I have the following dataframe where I want to assign the bottom 1% value to a new column. When I do this calculation with using the ".loc" notification, it takes around 10 seconds for using .loc assignment, where the alternative solution is only 2 seconds.

df_temp = pd.DataFrame(np.random.randn(100000000,1),columns=list('A'))
%time df_temp["q"] = df_temp["A"].quantile(0.01)
%time df_temp.loc[:, "q1_loc"] = df_temp["A"].quantile(0.01)

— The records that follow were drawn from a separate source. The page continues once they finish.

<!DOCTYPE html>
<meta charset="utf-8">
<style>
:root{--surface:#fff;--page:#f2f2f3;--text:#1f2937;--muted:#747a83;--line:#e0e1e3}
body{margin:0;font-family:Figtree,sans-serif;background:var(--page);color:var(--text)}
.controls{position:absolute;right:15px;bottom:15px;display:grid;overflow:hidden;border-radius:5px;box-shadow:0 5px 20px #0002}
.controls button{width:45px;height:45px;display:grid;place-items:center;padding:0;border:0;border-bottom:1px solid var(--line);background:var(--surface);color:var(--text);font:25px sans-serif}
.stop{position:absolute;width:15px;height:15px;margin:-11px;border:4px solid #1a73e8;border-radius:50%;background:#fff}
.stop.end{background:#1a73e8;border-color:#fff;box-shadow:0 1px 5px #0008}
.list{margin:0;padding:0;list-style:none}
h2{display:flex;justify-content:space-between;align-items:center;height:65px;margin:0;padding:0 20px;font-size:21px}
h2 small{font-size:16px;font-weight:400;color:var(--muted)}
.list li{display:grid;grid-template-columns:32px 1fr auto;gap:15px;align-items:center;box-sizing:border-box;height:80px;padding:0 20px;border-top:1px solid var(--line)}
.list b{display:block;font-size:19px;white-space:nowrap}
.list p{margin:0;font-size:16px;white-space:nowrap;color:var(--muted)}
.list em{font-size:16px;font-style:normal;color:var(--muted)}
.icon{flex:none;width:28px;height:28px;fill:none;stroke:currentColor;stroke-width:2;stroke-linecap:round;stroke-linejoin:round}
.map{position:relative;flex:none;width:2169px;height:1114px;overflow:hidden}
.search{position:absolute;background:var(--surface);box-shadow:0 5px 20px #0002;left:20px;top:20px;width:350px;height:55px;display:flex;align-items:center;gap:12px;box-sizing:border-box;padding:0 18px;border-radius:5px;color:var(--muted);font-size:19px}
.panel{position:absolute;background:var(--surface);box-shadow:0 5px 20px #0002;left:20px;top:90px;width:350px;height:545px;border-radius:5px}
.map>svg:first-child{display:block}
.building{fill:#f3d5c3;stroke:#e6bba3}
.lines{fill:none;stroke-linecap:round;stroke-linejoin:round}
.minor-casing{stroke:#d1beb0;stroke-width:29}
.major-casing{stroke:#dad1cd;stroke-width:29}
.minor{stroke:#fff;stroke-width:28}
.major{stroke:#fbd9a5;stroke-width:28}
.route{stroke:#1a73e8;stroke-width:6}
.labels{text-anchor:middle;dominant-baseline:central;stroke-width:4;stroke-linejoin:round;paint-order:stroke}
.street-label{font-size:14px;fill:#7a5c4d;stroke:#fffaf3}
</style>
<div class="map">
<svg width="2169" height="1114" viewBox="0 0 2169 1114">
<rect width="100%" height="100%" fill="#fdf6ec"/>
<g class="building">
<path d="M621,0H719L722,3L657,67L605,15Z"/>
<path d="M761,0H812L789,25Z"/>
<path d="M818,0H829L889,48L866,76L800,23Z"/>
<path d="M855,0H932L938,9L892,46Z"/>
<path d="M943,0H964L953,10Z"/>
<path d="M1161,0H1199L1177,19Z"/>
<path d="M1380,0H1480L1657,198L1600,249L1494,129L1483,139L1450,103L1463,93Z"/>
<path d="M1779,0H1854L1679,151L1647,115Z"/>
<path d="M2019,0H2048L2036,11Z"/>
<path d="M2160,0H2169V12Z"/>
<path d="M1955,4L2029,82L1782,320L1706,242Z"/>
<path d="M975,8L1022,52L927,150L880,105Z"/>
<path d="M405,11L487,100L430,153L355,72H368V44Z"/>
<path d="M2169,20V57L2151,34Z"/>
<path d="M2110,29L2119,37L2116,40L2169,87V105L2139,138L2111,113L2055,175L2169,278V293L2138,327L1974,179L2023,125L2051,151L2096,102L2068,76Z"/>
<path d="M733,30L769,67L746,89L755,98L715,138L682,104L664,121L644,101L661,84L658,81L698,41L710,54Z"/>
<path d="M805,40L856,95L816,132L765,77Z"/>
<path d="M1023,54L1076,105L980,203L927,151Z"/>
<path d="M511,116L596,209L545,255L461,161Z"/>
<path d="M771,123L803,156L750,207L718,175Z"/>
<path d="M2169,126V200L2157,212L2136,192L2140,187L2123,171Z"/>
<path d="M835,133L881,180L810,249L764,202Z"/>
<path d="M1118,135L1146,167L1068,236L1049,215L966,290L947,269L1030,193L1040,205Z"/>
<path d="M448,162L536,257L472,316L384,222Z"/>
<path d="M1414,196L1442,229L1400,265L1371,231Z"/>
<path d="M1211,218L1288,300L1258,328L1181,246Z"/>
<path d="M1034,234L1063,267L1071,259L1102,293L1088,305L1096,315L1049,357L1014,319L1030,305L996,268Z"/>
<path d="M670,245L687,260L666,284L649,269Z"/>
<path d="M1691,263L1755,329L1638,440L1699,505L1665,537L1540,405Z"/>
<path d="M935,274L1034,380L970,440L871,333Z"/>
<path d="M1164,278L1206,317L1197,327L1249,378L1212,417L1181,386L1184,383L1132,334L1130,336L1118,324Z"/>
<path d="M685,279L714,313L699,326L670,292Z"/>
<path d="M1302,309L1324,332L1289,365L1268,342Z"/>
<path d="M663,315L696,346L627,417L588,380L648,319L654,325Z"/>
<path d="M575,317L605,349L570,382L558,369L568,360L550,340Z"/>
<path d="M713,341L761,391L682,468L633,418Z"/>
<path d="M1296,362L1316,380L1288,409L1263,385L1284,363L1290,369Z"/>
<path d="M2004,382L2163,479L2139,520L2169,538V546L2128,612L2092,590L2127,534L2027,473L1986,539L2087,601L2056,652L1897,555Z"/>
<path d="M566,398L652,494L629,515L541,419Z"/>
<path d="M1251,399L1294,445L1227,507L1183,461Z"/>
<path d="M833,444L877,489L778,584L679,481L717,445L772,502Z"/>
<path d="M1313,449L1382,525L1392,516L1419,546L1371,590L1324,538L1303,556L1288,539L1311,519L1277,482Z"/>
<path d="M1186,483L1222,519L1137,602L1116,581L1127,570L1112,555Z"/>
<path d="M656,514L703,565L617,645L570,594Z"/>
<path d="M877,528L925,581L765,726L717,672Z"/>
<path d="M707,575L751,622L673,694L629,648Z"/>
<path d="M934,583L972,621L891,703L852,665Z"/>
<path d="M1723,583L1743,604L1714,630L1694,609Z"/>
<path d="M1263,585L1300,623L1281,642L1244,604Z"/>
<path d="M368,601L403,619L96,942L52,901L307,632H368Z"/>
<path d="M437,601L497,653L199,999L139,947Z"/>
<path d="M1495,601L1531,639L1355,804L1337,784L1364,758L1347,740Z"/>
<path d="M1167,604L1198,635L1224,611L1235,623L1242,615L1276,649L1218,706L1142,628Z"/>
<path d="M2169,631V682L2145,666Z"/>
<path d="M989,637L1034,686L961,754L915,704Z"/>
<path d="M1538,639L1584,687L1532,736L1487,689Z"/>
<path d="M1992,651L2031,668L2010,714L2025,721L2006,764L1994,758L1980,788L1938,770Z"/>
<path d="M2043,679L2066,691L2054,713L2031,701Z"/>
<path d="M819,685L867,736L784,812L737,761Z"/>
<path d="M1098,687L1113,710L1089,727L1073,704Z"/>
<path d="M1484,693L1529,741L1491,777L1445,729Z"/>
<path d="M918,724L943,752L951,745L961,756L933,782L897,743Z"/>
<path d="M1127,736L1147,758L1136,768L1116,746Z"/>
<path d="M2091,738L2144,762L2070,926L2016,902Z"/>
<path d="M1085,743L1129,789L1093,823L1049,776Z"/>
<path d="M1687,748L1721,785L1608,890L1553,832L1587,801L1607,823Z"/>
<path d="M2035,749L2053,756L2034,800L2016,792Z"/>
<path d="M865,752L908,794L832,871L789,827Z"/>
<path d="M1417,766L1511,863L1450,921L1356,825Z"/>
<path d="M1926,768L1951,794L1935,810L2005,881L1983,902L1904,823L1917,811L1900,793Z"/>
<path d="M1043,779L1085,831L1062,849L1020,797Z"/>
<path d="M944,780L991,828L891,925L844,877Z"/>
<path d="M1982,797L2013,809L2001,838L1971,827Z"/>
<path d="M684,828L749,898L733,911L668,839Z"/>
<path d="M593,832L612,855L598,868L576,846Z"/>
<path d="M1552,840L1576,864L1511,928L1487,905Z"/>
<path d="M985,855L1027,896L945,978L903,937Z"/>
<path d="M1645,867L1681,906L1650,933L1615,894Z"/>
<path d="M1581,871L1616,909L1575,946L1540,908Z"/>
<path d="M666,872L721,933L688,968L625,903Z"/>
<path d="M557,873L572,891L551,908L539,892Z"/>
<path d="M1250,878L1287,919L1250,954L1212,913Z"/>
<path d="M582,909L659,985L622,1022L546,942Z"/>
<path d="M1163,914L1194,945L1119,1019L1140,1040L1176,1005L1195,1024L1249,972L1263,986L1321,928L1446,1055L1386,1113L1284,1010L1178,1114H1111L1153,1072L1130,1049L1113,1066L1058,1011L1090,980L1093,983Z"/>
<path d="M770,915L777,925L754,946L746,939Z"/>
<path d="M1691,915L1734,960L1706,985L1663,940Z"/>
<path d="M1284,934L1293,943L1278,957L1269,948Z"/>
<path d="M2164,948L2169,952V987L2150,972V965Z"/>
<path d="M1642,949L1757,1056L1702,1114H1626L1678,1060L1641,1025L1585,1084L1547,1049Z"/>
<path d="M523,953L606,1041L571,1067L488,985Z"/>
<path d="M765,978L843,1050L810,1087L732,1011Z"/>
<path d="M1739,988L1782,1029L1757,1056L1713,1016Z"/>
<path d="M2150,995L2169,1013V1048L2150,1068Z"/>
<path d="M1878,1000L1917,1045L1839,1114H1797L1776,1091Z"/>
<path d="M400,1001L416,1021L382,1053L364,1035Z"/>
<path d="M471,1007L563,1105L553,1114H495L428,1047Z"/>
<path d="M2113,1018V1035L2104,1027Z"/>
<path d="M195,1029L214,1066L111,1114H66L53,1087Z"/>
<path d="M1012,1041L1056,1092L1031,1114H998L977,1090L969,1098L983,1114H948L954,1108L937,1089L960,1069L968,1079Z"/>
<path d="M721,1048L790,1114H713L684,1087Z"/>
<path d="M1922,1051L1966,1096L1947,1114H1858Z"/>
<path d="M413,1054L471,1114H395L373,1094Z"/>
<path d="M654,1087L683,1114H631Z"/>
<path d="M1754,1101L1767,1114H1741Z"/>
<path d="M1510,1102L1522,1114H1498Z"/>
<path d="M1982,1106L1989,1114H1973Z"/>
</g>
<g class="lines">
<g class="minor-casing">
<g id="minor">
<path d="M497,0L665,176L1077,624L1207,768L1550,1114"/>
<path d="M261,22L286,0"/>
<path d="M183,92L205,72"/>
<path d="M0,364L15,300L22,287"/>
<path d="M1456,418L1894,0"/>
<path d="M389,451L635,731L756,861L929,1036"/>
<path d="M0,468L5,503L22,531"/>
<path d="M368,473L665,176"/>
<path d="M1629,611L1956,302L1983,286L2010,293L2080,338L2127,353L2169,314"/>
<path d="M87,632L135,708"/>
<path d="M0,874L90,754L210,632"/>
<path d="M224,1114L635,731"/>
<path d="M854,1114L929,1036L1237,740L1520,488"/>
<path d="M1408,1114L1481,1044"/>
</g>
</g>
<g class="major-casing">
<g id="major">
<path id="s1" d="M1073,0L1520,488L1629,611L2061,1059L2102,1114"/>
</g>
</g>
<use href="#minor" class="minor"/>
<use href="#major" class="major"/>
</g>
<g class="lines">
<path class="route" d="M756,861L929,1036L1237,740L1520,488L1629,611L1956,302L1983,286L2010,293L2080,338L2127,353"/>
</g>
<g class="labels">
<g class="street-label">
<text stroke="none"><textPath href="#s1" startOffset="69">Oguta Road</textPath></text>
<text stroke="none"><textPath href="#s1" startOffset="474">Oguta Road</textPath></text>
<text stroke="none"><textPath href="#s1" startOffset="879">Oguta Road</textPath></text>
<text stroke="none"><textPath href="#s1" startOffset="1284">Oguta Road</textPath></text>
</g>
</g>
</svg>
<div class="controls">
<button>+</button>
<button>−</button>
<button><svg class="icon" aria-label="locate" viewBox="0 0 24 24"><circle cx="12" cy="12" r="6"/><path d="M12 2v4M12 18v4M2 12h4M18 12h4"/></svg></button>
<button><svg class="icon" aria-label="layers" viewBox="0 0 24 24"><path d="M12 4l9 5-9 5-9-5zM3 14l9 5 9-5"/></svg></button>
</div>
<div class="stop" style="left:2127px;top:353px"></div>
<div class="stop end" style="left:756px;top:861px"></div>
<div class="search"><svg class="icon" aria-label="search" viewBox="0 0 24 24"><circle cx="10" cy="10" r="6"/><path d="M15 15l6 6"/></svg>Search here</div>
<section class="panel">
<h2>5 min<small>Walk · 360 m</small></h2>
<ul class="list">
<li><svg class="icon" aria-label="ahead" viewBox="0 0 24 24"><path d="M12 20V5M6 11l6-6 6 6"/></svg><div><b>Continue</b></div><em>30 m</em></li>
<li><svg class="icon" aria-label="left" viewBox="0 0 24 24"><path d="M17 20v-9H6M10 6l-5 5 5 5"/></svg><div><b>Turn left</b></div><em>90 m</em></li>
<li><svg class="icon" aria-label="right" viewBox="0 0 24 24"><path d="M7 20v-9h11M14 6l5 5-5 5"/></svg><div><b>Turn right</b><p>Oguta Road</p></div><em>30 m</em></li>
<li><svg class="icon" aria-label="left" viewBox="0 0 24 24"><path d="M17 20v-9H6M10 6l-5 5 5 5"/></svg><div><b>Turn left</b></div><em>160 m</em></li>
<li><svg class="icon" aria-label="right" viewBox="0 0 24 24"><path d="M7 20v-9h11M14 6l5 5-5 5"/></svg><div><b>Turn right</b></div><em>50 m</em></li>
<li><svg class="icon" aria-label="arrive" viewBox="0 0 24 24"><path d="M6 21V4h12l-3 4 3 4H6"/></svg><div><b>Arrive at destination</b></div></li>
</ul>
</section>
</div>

Why is the .loc solution slower? I understand using the .loc solution is safer, but if I want to assign data to all indices in the column, what can go wrong with the direct assignment?

Answer 1

.loc is searching along the entirety of indices and columns (in this case, only 1 column) in your df along the whole axes, which is time consuming and perhaps redundant, in addition to figuring out the quantiles of df_temp['A'] (which is negligible as far as calculation time). Your direct assignment method, on the other hand, is just parsing df_temp['A'].quantile(0.01), and assigning df_temp['q']. It doesn't need to exhaustively search the indices/columns of your df.

See this answer for a similar description of the .loc method.

As far as safety is concerned, you are not using chained indexing, so you're probably safe (you're not trying to set anything on a copy of your data, it's being set directly on the data itself). It's good to be aware of the potential issues with not using .loc (see this post for a nice overview of SettingWithCopy warnings), but I think that you're OK as far as that goes.

If you want to be more explicit about your column creation, you could do something along the lines of df = df.assign(q=df_temp["A"].quantile(0.01)). It won't really change performance (I don't think), nor the result, but it allows you to see that you're explicitly assigning a new column to your existing dataframe (and thus not setting anything on a copy of said dataframe).